Regulations to immediately implement a new mining code were signed into law last Friday by Congolese President Joseph Kabila.
The regulations were first adopted at a cabinet meeting on Friday and then signed by Prime Minister Bruno Tshibala, saying that the application of the code will be “immediate”.
The new Mining Code increases royalties payable to the DRC government, on copper from 2% to 3.5%, on gold from 2.5% to 3.5% and could potentially increase royalties on cobalt from 2% to 10%, given the metal’s newly classified status of “strategic mineral”.
If that wasn’t enough, the DRC has also implemented a 50% “super-profits tax” which comes into play if commodity prices rise by 25% over-and-above what was estimated in resource feasibility studies.
Other key changes include a provision that doubles the state’s free share in mining projects to 10% and a reduction on the period during which contract stability is guaranteed down to five years, from 10 years stipulated in the current mining law.
News of last week’s law changes was largely expected by market analysts after several months of forewarning, however, the tax levies could lead to legal proceedings between the government and major mining companies operating in the DRC, including Glencore and Randgold.
Both companies have threatened legal action against the DRC’s government and are expected to resist several changes, especially the super-tax measure that could significantly undermine the economic viability of their projects in the region.
Furthermore, the Swiss-based major resources miner continues to be dogged by a series of scandals in the DRC including an unrelated case involving Congolese-American businessman Charles Brown who alleges that his shares were fraudulently sold to Glencore in two transactions, in 2007 and 2012, and is demanding more than US$1 billion in compensation and damages.
The case has become the third court challenge the mining and commodities giant now faces this year for control of its DRC mines.
Mr Brown is one of the founders of Mutanda Mining, currently the world’s leading cobalt producer thereby highlighting the tussle for resources supremacy in the DRC, but also other countries such as Tanzania where local governments are keen to claw back a larger share of growing revenues on the back of strong battery-metals demand.
Not all doom and gloom
Glencore shares have largely priced in the ongoing flux within several African nations are currently trading at 388.98 per share, unchanged since this time last month.

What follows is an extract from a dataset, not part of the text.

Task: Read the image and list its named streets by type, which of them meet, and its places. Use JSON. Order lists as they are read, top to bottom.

Randgold Resources shares have also remained resilient, closing last week at 5,841 per share.
This week’s trading could see their shares price in the perceived impacts from the augmented tax regime in the DRC, although the actual impact has been muted so far.

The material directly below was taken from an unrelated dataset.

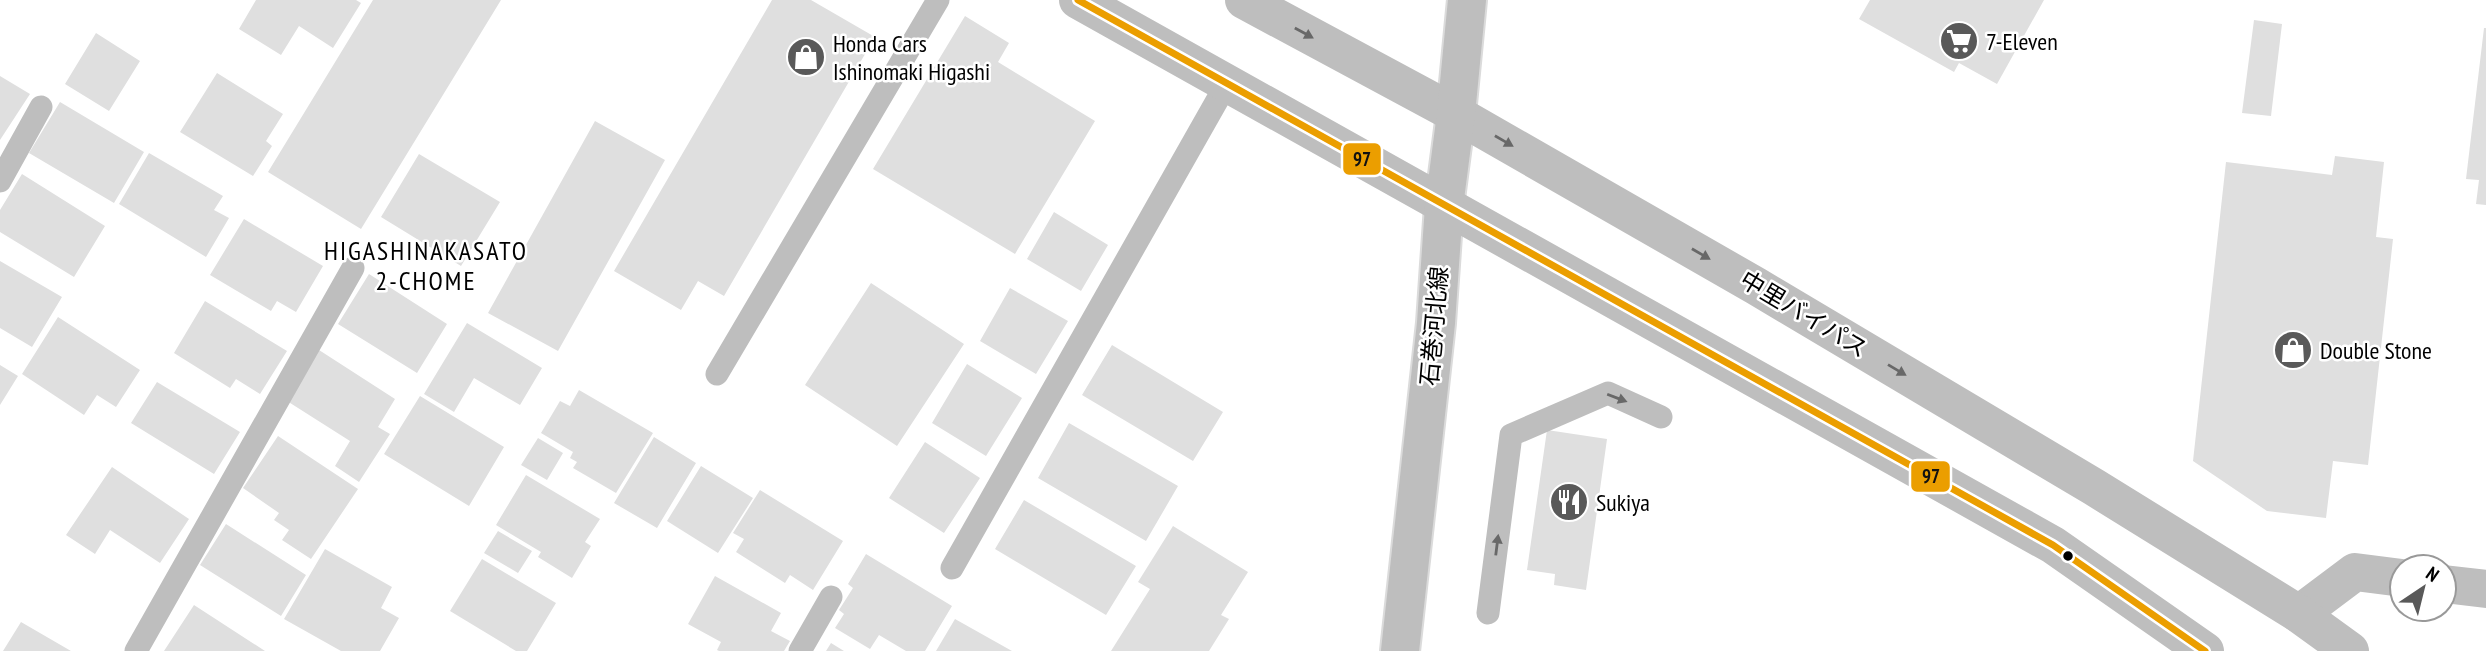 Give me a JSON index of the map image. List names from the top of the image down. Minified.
{"streets":{"street":["中里バイパス","石巻河北線"]},"crossings":[["中里バイパス","石巻河北線"]],"districts":["HIGASHINAKASATO 2-CHOME"],"places":{"supermarket":["7-Eleven"],"shop":["Honda Cars Ishinomaki Higashi","Double Stone"],"restaurant":["Sukiya"]},"lines":["transit line 97"],"north":"top right"}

For starters, both companies are likely to mount legal challenges, which could see the tax changes reduced or changed altogether.
In addition, despite the higher tax regime and royalty rates, the DRC remains one of the most competitive countries for copper, gold and cobalt mining – a region that remains far more low-cost compared to developed nations such as Canada or Australia, despite the additional levies now creeping in.
Resource market analysts have predicted that DRC’s domestic investment environment is unlikely to be impacted and that its huge resources endowment is likely to continue to attract prospective explorers and miners to the country.
Internally, Glencore is in a strong financial position to deal with higher costs this year, buoyed by record pre-tax profits in the last financial year of US$5.8 billion – generated on the back of a strong rally in metals prices.